Gmade GS02 Komodo Double Cab TS Kit Review

Gmade has been making a big push here in the states with some remarkable crawlers. Two years ago, many hobbyists hadn’t even heard of them, yet here we are at the tail end of 2019 and Gmade is making a huge mark on the scale scene. One of their latest scale crawler kits is the GS02 based Komodo Double Cab TS. We put one together, then put it to the test to see how it stacks up to some serious competition. Why did we think of the Double Cab? You know the drill…

From: Gmade
Direct Link: GS02 Komodo Double Cab TS Kit

Review By: Cubby
Pictures By: Tim Mohr


RTR or Kit: Kit
Age: 14+
2wd or 4wd: 4wd
Shaft or Belt: Shaft
Electric or Gas: Electric
Scale: 1/10
Length: 525mm
Width: 230mm
Wheelbase: 313mm
Differential: Locked
Slipper Clutch: Yes
Driveshafts: Hybrid sliders
Shocks: Threaded aluminum, oil filled
Servo Saver: None
Screws: Metric, hex
Bearings: Yes
Tires: Gmade MT-1903
Battery: Not included
Part Number: #GMA57004

Bashing Specs:

Front wheel travel (vertical travel only): 1.1″
Rear wheel travel (vertical travel only): 0.7″
Wheelie on demand: No
Backflip off ramps: No
Top Speed (measured by BSRC): 11 mph
Runtime (measured by BSRC): It’s a crawler, like forever, LOL.
Street Price: $279

What’s Needed To Complete: The Gmade comes as a kit, you will need several items to get up and running. You will need some paint for the body, basic tools, a radio and receiver, a motor, a steering servo, a speedo, a battery for the truck, as well as a battery charger.

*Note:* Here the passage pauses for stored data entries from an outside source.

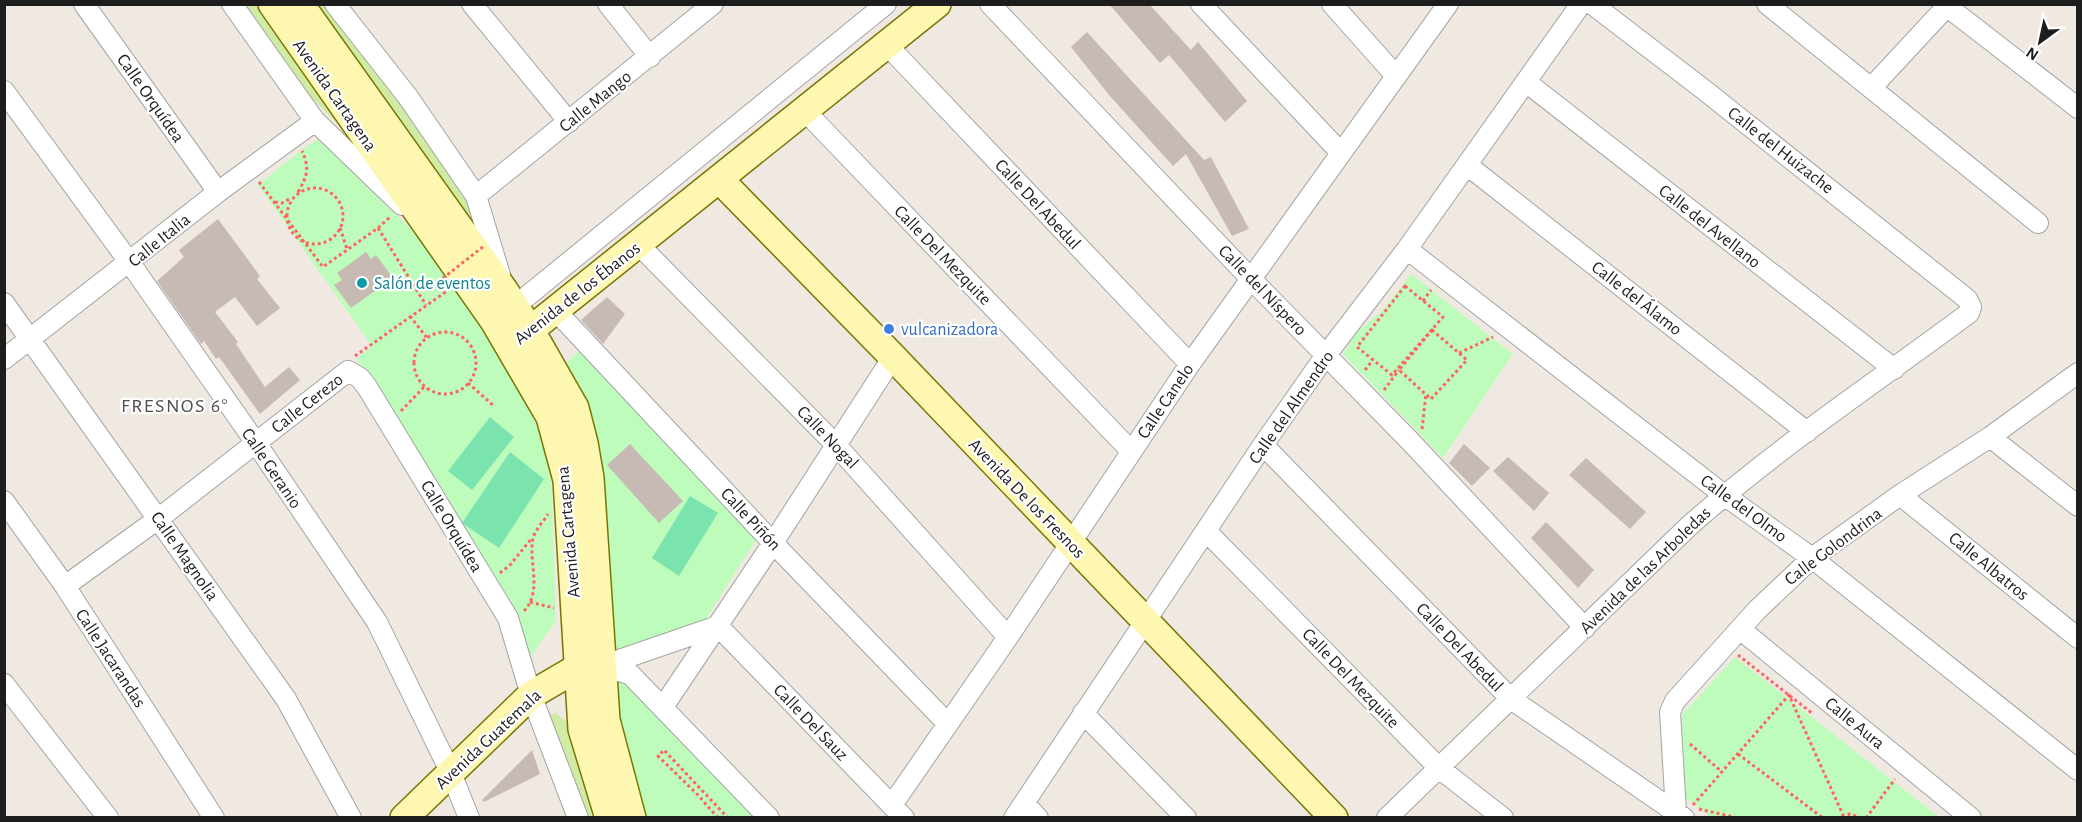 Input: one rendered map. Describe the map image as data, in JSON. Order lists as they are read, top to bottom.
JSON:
{
  "streets": {
    "street": [
      "Avenida Cartagena",
      "Calle Orquídea",
      "Calle Mango",
      "Calle del Huizache",
      "Calle Del Abedul",
      "Calle del Avellano",
      "Calle Italia",
      "Calle Del Mezquite",
      "Calle del Níspero",
      "Avenida de los Ébanos",
      "Calle del Álamo",
      "Calle Canelo",
      "Calle Cerezo",
      "Calle del Almendro",
      "Calle Nogal",
      "Calle Geranio",
      "Avenida De los Fresnos",
      "Calle del Olmo",
      "Calle Piñón",
      "Calle Golondrina",
      "Calle Magnolia",
      "Calle Albatros",
      "Avenida de las Arboledas",
      "Calle Jacarandas",
      "Calle Del Sauz",
      "Calle Aura",
      "Avenida Guatemala"
    ]
  },
  "crossings": [
    ["Avenida Cartagena", "Avenida de los Ébanos"],
    ["Avenida Cartagena", "Avenida Guatemala"],
    ["Calle Orquídea", "Calle Italia"],
    ["Calle Orquídea", "Calle Cerezo"],
    ["Calle Orquídea", "Avenida Guatemala"],
    ["Calle del Huizache", "Avenida de las Arboledas"],
    ["Calle Del Abedul", "Avenida de los Ébanos"],
    ["Calle Del Abedul", "Calle Canelo"],
    ["Calle Del Abedul", "Calle del Almendro"],
    ["Calle Del Abedul", "Calle Golondrina"],
    ["Calle Del Abedul", "Avenida de las Arboledas"],
    ["Calle del Avellano", "Calle del Almendro"],
    ["Calle del Avellano", "Avenida de las Arboledas"],
    ["Calle Italia", "Calle Geranio"],
    ["Calle Italia", "Calle Magnolia"],
    ["Calle Del Mezquite", "Avenida de los Ébanos"],
    ["Calle Del Mezquite", "Calle Canelo"],
    ["Calle Del Mezquite", "Calle del Almendro"],
    ["Calle Del Mezquite", "Avenida de las Arboledas"],
    ["Calle del Níspero", "Calle Canelo"],
    ["Calle del Níspero", "Calle del Almendro"],
    ["Calle del Níspero", "Avenida de las Arboledas"],
    ["Avenida de los Ébanos", "Calle Nogal"],
    ["Avenida de los Ébanos", "Avenida De los Fresnos"],
    ["Avenida de los Ébanos", "Calle Piñón"],
    ["Calle del Álamo", "Calle del Almendro"],
    ["Calle del Álamo", "Avenida de las Arboledas"],
    ["Calle Canelo", "Calle Nogal"],
    ["Calle Canelo", "Avenida De los Fresnos"],
    ["Calle Canelo", "Calle Piñón"],
    ["Calle Canelo", "Calle Del Sauz"],
    ["Calle Cerezo", "Calle Geranio"],
    ["Calle Cerezo", "Calle Magnolia"],
    ["Calle Cerezo", "Calle Jacarandas"],
    ["Calle del Almendro", "Avenida De los Fresnos"],
    ["Calle del Almendro", "Calle del Olmo"],
    ["Calle Geranio", "Avenida Guatemala"],
    ["Calle del Olmo", "Calle Golondrina"],
    ["Calle del Olmo", "Avenida de las Arboledas"],
    ["Calle Golondrina", "Calle Albatros"],
    ["Calle Golondrina", "Calle Aura"]
  ],
  "districts": ["FRESNOS 6°"],
  "places": ["Salón de eventos", "vulcanizadora"],
  "north": "bottom left"
}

Build Quality: Hey, it’s a kit, the build quality is all up to you! We will say that all the parts that were included were of surprisingly good quality. The Komodo Double Cab was the first Gmade vehicle that our St. Louis branch of BigSquid had built and we were stoked with the quality of its parts.

Test Drivers: It seemed like everyone wanted to drive the Gmade. Our test crew consisted of Iron Mikeee, Robbie G., Hawaiian Christopher, Don The Legend, T-$$$, THE RC Kid, and yours truly.

Test Venues: We used a half dozen different local parks to test the Gmade at. From sandy beaches, to muddy ravines, to leaf covered hillsides, our test truck saw all of the toughest venues that we have locally.

Set-up Notes: With the Gmade coming as a kit, we had to install all the electronics. For power, we went with a MaxAmps 2S 5250 hardcase LiPo to go along with a Castle Creations brushless system. Steering was handled exceptionally well by a Hitec HS-965MG servo that was mated to a Spektrum DX5 Rugged transmitter. All charging duties were belted out by a Hitec X1 Pro.

The Actual Build: Building the kit went quite smoothly. The plastic parts were nice quality, as were the fasteners. Also, we had no issue following the extensive manual.

Turning: Real crawlers come with locked diffs. This helps them when rock crawling, but works against them when turning on other surfaces. In the rocks, the Gmade’s sticky tires and beefy Hitec servo resulted in excellent steering. The weight bias of the truck (thanks a lot to its forward battery placement) gave it a lot of steering on most surfaces. However, its relatively high battery location ended up with unwanted roll-overs at certain times.

Jumping: Oh heck yes, who doesn’t like to send a crawler!?! Typically, big airtime isn’t the forte of a scale crawler. However, we slightly (LOL) overpowered the Gmade, thus giving it more speed than most crawlers. Our truck was not geared to the moon, but it did top out at 11 mph. That is a few mph faster than most “crawlers”. The taller gearing, with loads of traction and power, actually gave our Gmade some speed for jumping! No, it wasn’t making any triples, but it could get a few feet of air off of curbs, dirt mounds, etc. We ended up jumping the Double Cab wayyy more than any other crawler we’ve reviewed. And while we weren’t “sending it”, the ability to catch a bit of air really added to the fun of the truck. It also came in handy in certain rock crawling sections where power was the only way to get over an obstacle. To get back to the real subject here, the Double Cab jumped in a scale manner. The front suspension is top notch out of the box, but the rear is a bit heavily sprung and damped (at least for jumping, which I am sure the designers were NOT shooting for, LOL).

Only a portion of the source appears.